Auteur : Cormac McCarthy

Edition : Alfred A. Knopf (ebook)

C’est la fin. Il n’y a plus d’espoir, nul part où aller, la civilisation est un échec et les vivants sont des fantômes. C’est l’horrible point de départ du chef d’œuvre de Cormac McCarthy, qui choisit pour illustrer cette situation le point de vue d’un père qui doit malgré tout insuffler un peu d’espoir à son fils, parce que c’est ce que font les parents, même quand ça n’a pas de sens.

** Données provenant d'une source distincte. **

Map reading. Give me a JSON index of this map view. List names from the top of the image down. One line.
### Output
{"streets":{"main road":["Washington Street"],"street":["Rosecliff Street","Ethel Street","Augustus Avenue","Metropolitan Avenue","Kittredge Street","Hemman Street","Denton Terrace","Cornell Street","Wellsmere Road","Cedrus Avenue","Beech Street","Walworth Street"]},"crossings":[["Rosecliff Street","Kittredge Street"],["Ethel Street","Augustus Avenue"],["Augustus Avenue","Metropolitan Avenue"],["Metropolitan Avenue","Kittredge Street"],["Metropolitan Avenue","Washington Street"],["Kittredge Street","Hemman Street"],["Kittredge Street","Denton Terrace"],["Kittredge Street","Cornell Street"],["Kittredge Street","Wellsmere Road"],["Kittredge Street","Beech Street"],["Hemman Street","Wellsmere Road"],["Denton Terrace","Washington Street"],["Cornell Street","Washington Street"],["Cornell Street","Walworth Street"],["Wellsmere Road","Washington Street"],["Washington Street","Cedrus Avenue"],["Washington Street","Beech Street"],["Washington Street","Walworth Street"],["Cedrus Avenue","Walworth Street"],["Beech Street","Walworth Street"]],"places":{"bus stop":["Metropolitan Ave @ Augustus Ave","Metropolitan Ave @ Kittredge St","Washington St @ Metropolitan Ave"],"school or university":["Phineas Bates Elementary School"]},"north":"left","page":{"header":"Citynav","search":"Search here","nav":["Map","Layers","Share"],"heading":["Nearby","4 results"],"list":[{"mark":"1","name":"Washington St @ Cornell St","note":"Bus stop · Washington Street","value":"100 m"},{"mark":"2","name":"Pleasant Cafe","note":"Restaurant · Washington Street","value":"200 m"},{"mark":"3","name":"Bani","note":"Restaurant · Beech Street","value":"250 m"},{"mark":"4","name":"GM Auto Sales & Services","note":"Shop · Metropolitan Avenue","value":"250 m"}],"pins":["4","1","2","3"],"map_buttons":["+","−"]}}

Pour retracer le voyage de ces deux âmes perdues, l’auteur se fait le chroniqueur de chacun de leurs petits instants, de leurs gestes infimes : comment ils s’installent pour la nuit, comment ils utilisent chaque élément de matériel à leur disposition, comment ils utilisent le moindre objet déniché pour améliorer leur quotidien, comment chaque bouchée de nourriture est précieuse et pourrait bien être la dernière. Dans ce monde où plus rien n’existe, seuls les petits gestes ont de l’importance, aussi McCarthy s’attarde sur chacun d’eux, et parce qu’il le fait avec talent et minutie, le lecteur en vient à frémir quand ses personnages pénètrent dans un bâtiment inconnu, ou à désespérer quand ils n’ont plus de nourriture.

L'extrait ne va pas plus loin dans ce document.